## What you have to do
Search the data for the word "linear" and copy every line that contains it.
- - - - - - -
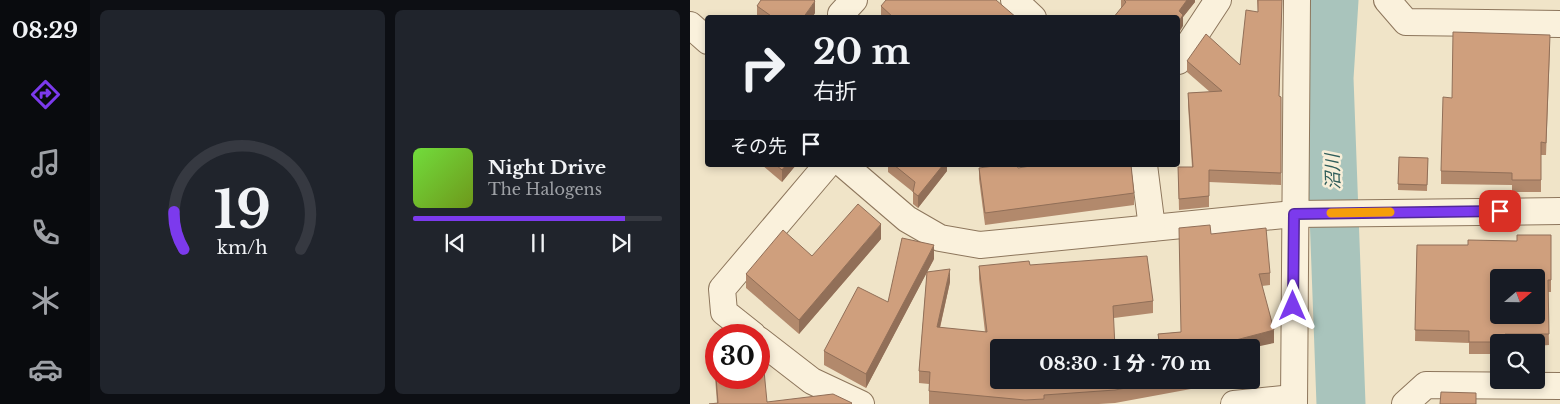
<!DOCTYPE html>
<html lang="ja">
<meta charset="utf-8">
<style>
:root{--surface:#171b24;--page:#20242c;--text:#f1f3f6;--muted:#9ea1a6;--line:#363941;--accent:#7c3aed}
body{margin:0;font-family:"Libre Baskerville","Noto Sans JP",serif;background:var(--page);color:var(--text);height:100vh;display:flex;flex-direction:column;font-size:19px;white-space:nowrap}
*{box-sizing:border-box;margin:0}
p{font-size:16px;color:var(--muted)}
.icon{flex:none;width:28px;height:28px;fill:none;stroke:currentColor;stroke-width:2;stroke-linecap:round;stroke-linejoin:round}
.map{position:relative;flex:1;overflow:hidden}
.details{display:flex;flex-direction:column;gap:10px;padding:10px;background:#0d0f14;width:600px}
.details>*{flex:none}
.guide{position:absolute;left:15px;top:15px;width:475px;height:152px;border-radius:5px;box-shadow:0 2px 8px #0003;background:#171b24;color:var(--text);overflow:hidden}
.needle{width:32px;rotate:70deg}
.buttons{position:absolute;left:800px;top:269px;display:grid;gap:10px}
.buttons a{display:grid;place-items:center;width:55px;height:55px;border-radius:5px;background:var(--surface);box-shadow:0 2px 8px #0003;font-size:25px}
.speed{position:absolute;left:15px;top:324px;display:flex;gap:10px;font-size:25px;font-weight:700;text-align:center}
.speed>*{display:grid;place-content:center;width:65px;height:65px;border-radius:50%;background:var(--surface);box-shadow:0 2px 8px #0003;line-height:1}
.speed .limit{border:8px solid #d22;background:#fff;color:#111}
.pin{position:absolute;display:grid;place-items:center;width:42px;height:42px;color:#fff;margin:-21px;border-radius:10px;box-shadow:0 2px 8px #0006}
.me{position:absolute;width:55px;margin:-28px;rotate:0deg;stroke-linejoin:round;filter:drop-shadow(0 0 4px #0008)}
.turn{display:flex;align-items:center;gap:18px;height:105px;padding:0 25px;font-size:22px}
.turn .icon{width:65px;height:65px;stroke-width:2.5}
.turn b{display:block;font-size:35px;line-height:42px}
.then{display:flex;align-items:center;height:48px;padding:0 25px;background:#0003;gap:10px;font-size:19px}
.details .tile{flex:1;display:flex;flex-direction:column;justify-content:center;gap:8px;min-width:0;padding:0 18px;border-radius:8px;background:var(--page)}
.details .dial{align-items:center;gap:0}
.dial svg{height:130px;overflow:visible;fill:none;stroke:var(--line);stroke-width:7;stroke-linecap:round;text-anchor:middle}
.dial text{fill:var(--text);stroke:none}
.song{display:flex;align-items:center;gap:15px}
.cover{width:60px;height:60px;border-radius:8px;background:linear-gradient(135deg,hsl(100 70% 55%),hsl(80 70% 35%))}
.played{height:5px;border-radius:2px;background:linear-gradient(90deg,var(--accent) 85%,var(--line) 85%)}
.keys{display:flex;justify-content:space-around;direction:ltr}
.details .tiles{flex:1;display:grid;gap:10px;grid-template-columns:repeat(2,1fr)}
.trip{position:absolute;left:300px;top:339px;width:270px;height:50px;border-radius:5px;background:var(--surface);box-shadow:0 2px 8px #0003;font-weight:800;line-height:50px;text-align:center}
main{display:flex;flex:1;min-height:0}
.dock{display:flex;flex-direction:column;width:90px;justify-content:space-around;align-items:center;background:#090b0e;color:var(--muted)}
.dock .icon{width:35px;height:35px}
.dock .active{color:var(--accent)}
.dock b{font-size:22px;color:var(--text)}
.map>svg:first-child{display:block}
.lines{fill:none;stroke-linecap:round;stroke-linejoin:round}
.river{stroke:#a9c4bc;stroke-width:49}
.minor-casing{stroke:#8d765c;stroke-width:28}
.minor{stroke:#faf1dc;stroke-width:26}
.wall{fill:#b2896c}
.shaded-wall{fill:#916f58}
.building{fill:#cf9f7d;stroke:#916f58;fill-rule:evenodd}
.route-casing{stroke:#51269a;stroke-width:12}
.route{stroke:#7c3aed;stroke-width:9}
.slow{stroke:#f59e0b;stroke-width:9}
.labels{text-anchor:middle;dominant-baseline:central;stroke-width:5;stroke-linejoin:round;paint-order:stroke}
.water-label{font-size:18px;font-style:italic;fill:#2f5d5a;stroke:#f7eed8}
</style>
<main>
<nav class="dock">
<b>08:29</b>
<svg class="icon active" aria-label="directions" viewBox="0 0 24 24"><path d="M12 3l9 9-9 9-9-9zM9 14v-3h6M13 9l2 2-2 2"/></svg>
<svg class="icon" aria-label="music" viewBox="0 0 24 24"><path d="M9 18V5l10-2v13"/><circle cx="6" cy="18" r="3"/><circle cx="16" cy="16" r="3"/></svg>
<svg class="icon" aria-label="phone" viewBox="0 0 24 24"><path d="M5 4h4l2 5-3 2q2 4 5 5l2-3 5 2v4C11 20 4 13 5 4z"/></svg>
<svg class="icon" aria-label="climate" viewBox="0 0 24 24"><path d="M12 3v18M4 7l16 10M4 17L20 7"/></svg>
<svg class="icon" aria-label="car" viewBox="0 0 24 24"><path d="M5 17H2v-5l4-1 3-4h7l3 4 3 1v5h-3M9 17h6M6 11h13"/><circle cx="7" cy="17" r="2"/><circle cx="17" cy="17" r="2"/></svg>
</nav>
<section class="details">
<div class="tiles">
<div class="tile dial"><svg viewBox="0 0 100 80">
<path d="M14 69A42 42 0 1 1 86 69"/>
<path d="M14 69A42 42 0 0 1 8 46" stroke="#7c3aed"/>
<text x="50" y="56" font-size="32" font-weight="700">19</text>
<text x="50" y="72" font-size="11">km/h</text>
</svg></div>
<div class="tile">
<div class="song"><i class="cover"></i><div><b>Night Drive</b><p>The Halogens</p></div></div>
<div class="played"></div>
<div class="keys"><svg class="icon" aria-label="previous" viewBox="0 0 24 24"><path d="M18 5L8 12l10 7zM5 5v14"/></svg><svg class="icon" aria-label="pause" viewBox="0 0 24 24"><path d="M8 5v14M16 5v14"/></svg><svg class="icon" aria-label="next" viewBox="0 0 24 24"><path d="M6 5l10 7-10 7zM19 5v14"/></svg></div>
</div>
</div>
</section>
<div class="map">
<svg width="870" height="404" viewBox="0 0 870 404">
<rect width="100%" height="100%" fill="#f0e4c8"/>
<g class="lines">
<path class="river" d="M644,0L639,78L651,404"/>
<defs>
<g id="minor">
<path d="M324,0L343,18"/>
<path d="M697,0L716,22L870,24"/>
<path d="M151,18V14L164,0"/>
<path d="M0,25L18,41"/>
<path d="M488,61L528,0"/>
<path d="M154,165L217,219L250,238L290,245L604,214L870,211"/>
<path d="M454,165L462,228"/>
<path d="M63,335L34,312L32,289L137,165"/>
<path d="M69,340L122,381L171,404"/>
<path d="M544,404L603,398"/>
<path d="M604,404L607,0"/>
<path d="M715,404L736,385L870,386"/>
</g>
</defs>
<use href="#minor" class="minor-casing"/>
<use href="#minor" class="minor"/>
</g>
<g class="wall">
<path d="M431,0H505V2L493,17V26L488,18L431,8Z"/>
<path d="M567,0H592L589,96L591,97V185L519,182V207L489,210L488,167H502L498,105V93L520,92L497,72V61L550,65L568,12Z"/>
<path d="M67,6L125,13L122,18H67Z"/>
<path d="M191,6L327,18H191Z"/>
<path d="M860,47L856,155H851V192H822V185L751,184V171L762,98Z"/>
<path d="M709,157L738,158L737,191L708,190Z"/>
<path d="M72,165H106L92,182Z"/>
<path d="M195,165H257V171L228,208L223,204V192L198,172V167Z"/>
<path d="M289,168H328L444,193V205L295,225L289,179Z"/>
<path d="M521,234L580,273V285L572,286L584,343L468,347V334L491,332Z"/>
<path d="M861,235V292H858L859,345L846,346V342H809V354H779V343L725,341L727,245H778L827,241Z"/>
<path d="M191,239L109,334L56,288V274L122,256Z"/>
<path d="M244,259L237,272L260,282L250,328L295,332L289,279V266L340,265L463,301V313L424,318L309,380H528V384L425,403L409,404H239V384L229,383V371L237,272L176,388L134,365V351L198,302Z"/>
<path d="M25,364L77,402L162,404L27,403L25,377Z"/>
</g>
<g class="shaded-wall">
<path d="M497,0H505V2L493,17V26L488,34L489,11Z"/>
<path d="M125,1V13L122,18H113Z"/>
<path d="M96,165H106L92,182V170Z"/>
<path d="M253,165H257V171L228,208V196Z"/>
<path d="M191,224V239L109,334V320Z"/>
<path d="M244,245V259L176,388V374Z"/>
<path d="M260,269V282L247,340V327Z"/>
<path d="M584,330V343L561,348H523V346Z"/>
</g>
<g class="building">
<path d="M71,0H124L125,1L113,18H84L67,6Z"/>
<path d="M196,0H306L327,18H204L191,6Z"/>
<path d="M434,0H497L489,11L493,15L488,23V18H423L436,2Z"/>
<path d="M568,0H592L589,96L591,97V173L519,170V196L489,199L488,167H503L498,93L532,91L497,61L516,34L550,65L556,10L568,12Z"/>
<path d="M763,32L860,35L856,143L851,142V180H822V173L751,171L753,97L762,98Z"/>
<path d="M709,157L738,158L737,185L708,184Z"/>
<path d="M86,165H96L92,170Z"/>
<path d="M204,165H253L228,196L223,192L225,182Z"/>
<path d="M311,165H327L328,168L346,165H441L444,193L295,213L289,168Z"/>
<path d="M168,204L191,224L109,320L56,274L93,230L122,256Z"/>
<path d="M520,225L521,234L576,228L580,273L569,274L584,330L523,346V348H467L470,347L468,334L491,332L489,228Z"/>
<path d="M827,235H861V280H858L859,334H815V342H779V331L725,330L727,245H778V240L827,241ZM809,278H846V315H809Z"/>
<path d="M212,238L244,245L176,374L134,351L168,287L198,302Z"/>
<path d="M457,256L463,301L423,306L425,348H309V380H480L425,390L354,395V399L335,400L239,391L240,372L229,371L237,272L260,269L247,327L297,332L289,266L339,261L340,265Z"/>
<path d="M69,360H73L77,402L143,394L162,403L161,404H19L28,403L25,364L26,363V378H69Z"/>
<path d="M751,392L786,393V404H750Z"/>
</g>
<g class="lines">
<defs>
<path id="route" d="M603,306L604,214L810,211"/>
</defs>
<use href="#route" class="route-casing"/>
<use href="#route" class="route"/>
<path class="slow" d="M641,213L700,212"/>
</g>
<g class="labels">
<g class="water-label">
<text transform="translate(643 172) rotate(-92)">沼川</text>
</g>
</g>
</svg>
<div class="buttons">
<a><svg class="needle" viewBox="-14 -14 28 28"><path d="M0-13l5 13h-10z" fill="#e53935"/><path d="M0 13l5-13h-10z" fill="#9ea1a6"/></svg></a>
<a><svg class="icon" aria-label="search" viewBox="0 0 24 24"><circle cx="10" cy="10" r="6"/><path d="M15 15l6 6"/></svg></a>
</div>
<div class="speed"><div class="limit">30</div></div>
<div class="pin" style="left:810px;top:211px;background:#d93025"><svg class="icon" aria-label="arrive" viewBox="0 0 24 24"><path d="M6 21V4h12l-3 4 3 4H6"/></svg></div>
<svg class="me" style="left:603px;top:306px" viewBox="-20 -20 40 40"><path d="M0-17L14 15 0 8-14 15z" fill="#7c3aed" stroke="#fff" stroke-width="4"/></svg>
<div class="trip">08:30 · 1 分 · 70 m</div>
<div class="guide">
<div class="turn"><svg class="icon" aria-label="right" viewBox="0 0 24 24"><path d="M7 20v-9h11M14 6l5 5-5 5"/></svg><div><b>20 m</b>右折</div></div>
<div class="then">その先<svg class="icon" aria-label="arrive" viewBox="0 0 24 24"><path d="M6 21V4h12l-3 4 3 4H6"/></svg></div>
</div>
</div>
</main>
- - - - - - -
## Solution
.cover{width:60px;height:60px;border-radius:8px;background:linear-gradient(135deg,hsl(100 70% 55%),hsl(80 70% 35%))}
.played{height:5px;border-radius:2px;background:linear-gradient(90deg,var(--accent) 85%,var(--line) 85%)}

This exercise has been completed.